The batteries will make it possible to turn the diesel engines off during extended station stops, reducing local emissions, and could also enable trains to continue to run in the event of problems with the overhead electrification.
The €16·6m hybrid train project was launched by Alstom in 2018 in partnership with SNCF and the regions of Centre-Val de Loire, Grand Est, Nouvelle-Aquitaine and Occitanie.
Several months of bench testing of a prototype energy storage system have now been completed at Alstom’s traction systems centre in Tarbes, simulating journeys in zero-emission mode using batteries only and in hybrid mode using the engines and batteries.
The tests ‘demonstrate that the hybridisation of thermal trains is a technically and economically feasible solution for reducing emissions and costs’, said Jean-Baptiste Eyméoud, President of Alstom France, on December 1.
Work is now underway to design and manufacture pre-series energy storage systems which Alstom’s Reichshoffen factory will retrofit to an existing Régiolis electro-diesel trainset from the Occitanie regional fleet.
Testing is planned for 2021, ahead of passenger operation on TER services from 2022. This will allow an assessment of performance under real-world conditions, with a view to widespread deployment.

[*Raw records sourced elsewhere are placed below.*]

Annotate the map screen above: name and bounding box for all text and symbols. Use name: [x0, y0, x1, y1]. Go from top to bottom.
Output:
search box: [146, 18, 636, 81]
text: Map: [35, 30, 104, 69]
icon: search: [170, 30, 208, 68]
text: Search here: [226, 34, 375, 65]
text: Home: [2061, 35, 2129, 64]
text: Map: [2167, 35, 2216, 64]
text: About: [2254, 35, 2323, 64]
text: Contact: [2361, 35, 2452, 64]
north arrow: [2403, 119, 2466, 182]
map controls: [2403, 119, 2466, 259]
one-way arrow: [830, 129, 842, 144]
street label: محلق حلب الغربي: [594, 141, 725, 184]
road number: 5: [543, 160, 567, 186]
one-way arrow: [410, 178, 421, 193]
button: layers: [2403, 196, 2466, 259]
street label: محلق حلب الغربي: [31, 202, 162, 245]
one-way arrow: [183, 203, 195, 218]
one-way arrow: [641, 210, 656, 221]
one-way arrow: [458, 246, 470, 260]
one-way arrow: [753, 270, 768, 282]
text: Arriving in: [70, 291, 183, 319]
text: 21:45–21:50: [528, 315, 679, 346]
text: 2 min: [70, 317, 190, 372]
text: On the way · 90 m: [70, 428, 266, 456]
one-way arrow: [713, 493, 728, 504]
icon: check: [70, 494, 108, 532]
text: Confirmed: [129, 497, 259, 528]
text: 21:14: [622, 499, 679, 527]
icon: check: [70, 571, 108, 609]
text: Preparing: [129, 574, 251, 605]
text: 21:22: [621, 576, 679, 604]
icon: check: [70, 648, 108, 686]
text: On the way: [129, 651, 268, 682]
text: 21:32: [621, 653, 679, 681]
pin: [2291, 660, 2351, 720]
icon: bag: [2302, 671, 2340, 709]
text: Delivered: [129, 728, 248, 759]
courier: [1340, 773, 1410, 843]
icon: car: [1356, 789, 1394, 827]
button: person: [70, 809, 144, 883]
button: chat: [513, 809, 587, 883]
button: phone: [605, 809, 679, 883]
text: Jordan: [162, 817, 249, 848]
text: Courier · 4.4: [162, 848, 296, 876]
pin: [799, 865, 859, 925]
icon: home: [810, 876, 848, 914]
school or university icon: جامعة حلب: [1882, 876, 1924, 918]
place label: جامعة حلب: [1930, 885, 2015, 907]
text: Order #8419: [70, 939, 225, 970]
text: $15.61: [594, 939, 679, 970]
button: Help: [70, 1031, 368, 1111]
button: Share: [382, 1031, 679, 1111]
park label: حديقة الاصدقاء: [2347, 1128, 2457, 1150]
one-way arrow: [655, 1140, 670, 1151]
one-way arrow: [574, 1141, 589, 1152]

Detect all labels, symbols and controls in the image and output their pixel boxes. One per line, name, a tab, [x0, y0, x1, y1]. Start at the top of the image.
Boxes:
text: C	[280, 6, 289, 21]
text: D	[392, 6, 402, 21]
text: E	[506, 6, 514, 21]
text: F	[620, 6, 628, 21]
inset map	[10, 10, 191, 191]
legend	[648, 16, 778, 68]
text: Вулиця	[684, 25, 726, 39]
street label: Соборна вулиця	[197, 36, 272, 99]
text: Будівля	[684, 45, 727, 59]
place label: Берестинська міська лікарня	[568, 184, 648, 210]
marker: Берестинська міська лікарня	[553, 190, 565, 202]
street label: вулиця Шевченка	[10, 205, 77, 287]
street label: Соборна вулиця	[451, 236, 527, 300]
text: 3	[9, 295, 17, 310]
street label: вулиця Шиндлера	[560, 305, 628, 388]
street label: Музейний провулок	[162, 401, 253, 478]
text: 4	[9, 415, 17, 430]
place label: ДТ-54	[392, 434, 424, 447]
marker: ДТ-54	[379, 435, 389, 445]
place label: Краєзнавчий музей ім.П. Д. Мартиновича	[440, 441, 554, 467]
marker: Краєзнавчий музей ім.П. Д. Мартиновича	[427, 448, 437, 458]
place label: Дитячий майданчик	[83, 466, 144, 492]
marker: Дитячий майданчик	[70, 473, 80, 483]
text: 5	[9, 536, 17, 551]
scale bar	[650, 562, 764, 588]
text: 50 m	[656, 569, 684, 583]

President of the Nouvelle-Aquitaine Region Alain Rousset said the hybrid TER was ‘excellent news for our users, for the industry, and for the planet’. Nouvelle-Aquitaine aims to end the use of diesel to power TER trains by 2030, and is currently looking at the use of batteries, hydrogen, biogas and hybrid trains, he said.
More than 300 Coradia Polyvalent trains are currently in operation in France, and SNCF has set out plans to operate its last diesel train in 2035.
‘The goal of zero emission transport is a powerful driver for innovation’, said Carole Desnost, Director of Research & Innovation at the national operator. ‘Rail is already a mode that does not emit much CO2, and it will soon be even better thanks to the hybrid TER.’